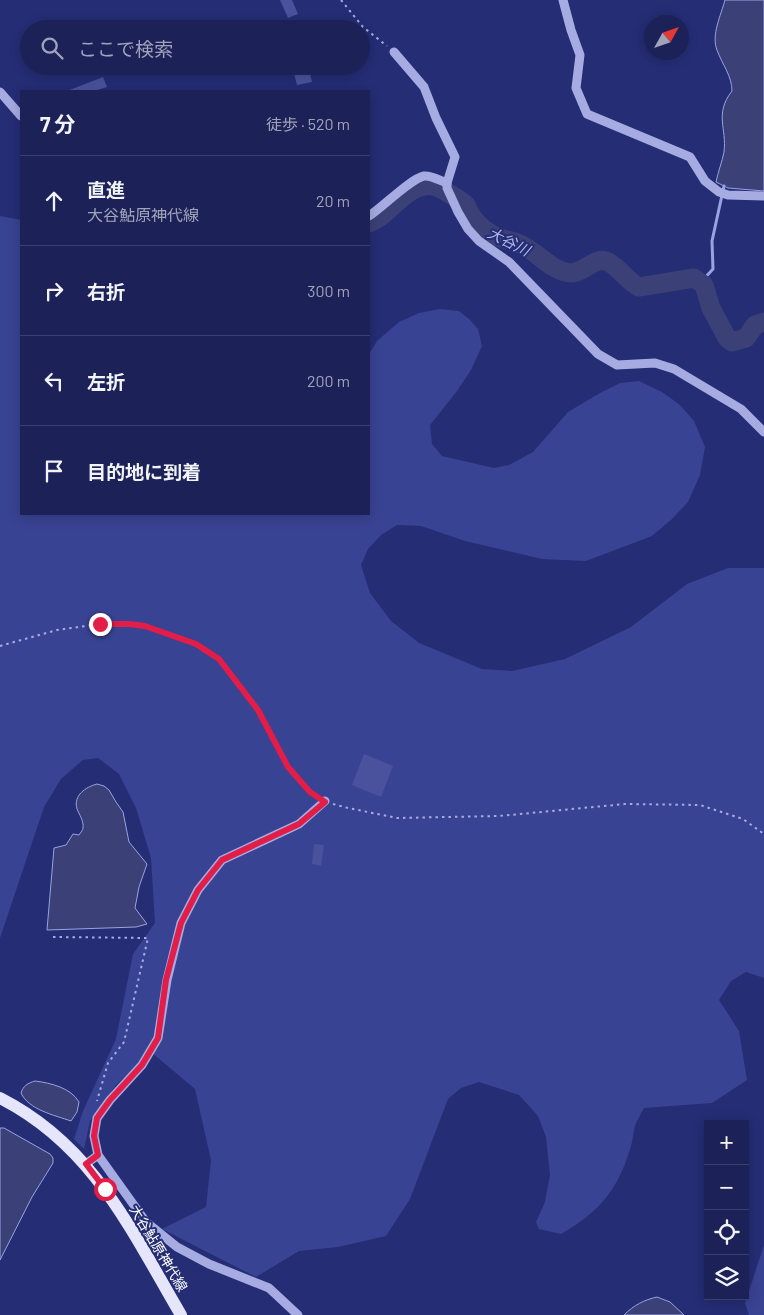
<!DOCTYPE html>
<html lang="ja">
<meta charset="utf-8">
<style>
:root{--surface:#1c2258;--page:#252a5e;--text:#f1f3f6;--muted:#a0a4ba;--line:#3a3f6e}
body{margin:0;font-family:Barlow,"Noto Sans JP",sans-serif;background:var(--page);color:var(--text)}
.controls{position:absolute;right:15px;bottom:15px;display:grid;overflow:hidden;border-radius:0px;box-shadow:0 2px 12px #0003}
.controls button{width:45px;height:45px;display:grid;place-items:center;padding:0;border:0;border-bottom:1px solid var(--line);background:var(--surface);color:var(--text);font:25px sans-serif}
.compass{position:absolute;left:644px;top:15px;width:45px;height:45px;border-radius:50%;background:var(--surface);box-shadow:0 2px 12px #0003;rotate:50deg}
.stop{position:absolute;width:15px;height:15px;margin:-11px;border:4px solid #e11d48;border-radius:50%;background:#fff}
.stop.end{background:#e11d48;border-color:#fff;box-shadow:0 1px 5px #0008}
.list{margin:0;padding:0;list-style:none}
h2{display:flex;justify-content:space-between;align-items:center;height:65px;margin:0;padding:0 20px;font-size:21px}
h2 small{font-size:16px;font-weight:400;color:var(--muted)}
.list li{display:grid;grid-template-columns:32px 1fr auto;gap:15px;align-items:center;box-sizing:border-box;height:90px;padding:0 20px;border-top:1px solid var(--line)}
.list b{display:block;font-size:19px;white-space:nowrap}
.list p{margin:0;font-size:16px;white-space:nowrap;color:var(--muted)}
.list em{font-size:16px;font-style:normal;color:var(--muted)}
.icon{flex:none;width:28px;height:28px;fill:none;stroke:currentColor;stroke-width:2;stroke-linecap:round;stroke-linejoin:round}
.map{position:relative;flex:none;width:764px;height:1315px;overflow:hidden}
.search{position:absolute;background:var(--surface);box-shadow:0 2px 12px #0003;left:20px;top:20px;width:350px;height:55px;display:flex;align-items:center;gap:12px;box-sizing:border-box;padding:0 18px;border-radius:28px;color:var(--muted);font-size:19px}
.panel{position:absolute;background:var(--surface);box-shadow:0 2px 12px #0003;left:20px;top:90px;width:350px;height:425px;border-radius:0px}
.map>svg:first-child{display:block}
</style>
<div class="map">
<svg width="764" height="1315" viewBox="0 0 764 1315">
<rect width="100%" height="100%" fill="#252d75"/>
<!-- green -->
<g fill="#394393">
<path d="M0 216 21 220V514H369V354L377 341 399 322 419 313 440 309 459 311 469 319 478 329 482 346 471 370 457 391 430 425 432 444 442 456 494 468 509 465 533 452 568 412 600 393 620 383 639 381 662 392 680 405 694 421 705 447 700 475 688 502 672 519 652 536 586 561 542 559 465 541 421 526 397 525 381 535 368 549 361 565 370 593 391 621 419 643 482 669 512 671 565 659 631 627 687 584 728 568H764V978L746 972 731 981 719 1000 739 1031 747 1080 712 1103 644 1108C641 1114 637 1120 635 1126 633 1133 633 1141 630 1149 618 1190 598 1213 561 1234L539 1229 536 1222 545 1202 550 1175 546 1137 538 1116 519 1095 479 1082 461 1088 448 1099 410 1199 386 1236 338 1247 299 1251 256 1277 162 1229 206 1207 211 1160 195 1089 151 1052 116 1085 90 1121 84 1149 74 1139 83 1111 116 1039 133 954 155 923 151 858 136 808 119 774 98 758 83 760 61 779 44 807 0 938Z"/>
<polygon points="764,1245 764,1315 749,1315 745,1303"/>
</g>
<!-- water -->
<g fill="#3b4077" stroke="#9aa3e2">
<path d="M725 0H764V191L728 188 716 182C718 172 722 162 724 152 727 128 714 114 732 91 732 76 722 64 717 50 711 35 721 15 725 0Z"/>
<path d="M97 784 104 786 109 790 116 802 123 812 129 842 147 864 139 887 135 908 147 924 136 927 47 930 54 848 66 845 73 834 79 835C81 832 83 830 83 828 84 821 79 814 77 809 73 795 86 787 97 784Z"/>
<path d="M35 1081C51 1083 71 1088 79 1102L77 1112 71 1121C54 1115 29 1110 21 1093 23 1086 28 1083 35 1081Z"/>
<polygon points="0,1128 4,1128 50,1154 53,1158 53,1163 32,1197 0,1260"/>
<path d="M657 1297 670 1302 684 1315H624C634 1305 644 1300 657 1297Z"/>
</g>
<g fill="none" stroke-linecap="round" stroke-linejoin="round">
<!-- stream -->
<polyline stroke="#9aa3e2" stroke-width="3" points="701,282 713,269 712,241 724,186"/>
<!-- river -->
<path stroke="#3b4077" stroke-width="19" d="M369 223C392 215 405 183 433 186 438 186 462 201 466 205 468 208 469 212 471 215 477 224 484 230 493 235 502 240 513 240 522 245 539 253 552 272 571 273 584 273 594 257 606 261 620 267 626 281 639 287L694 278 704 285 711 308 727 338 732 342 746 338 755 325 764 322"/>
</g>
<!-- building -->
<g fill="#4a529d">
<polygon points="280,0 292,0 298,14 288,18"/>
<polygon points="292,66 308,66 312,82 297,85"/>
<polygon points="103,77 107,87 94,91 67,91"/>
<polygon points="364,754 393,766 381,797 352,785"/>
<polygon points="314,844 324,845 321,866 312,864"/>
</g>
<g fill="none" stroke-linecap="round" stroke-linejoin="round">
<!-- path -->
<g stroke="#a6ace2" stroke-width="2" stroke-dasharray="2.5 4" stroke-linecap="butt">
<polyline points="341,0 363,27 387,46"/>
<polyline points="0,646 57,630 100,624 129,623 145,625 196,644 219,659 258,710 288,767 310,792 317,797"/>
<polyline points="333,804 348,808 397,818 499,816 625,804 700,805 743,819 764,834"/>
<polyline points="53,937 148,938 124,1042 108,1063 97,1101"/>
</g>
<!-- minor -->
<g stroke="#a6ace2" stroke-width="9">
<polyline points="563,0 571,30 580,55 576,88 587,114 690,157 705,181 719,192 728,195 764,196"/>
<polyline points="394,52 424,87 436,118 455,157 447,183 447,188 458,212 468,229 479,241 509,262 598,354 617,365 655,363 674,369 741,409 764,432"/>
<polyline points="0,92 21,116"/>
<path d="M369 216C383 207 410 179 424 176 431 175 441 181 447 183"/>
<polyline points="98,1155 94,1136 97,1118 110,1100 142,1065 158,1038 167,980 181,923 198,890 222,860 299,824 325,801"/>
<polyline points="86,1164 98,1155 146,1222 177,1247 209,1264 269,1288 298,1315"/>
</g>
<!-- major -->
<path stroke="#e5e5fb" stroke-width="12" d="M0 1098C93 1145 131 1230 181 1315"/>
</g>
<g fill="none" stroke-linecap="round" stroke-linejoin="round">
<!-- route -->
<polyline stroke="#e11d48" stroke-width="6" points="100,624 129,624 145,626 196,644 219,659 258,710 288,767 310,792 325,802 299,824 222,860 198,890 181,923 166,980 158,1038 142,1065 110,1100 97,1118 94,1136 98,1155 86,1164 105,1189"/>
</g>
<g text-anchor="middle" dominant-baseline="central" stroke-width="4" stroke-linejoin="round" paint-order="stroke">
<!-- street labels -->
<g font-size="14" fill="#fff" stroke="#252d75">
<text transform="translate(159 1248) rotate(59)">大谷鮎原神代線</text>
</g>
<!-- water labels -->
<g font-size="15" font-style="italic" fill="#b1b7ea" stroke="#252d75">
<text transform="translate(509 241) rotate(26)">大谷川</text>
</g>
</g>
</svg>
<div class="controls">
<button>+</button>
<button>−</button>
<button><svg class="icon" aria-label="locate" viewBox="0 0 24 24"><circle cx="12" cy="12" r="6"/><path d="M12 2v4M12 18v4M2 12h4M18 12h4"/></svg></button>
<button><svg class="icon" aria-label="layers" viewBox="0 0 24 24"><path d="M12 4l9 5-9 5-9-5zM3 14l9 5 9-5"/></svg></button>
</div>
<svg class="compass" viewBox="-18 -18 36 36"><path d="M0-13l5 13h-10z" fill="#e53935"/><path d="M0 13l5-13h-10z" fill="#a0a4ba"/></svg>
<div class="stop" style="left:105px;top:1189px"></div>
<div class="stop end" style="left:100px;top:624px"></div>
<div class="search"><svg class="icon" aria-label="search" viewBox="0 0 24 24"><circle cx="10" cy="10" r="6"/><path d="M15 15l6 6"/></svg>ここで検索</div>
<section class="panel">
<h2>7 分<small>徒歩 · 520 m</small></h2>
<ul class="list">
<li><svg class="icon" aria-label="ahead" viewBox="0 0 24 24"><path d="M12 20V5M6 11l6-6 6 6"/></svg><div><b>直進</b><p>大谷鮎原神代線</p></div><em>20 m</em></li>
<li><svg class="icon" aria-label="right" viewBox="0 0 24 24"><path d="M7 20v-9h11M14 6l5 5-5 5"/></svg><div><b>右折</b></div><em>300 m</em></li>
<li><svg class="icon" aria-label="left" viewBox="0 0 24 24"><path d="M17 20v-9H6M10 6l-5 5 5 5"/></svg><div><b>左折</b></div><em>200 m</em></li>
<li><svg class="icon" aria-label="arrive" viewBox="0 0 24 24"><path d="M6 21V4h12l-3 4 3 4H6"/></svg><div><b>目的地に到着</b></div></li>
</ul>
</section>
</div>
::::
→ **What the exercise asks**:
Bring together all lines of the entries above in which the string "solid" occurs.

→ **Written answer**:
.controls button{width:45px;height:45px;display:grid;place-items:center;padding:0;border:0;border-bottom:1px solid var(--line);background:var(--surface);color:var(--text);font:25px sans-serif}
.stop{position:absolute;width:15px;height:15px;margin:-11px;border:4px solid #e11d48;border-radius:50%;background:#fff}
.list li{display:grid;grid-template-columns:32px 1fr auto;gap:15px;align-items:center;box-sizing:border-box;height:90px;padding:0 20px;border-top:1px solid var(--line)}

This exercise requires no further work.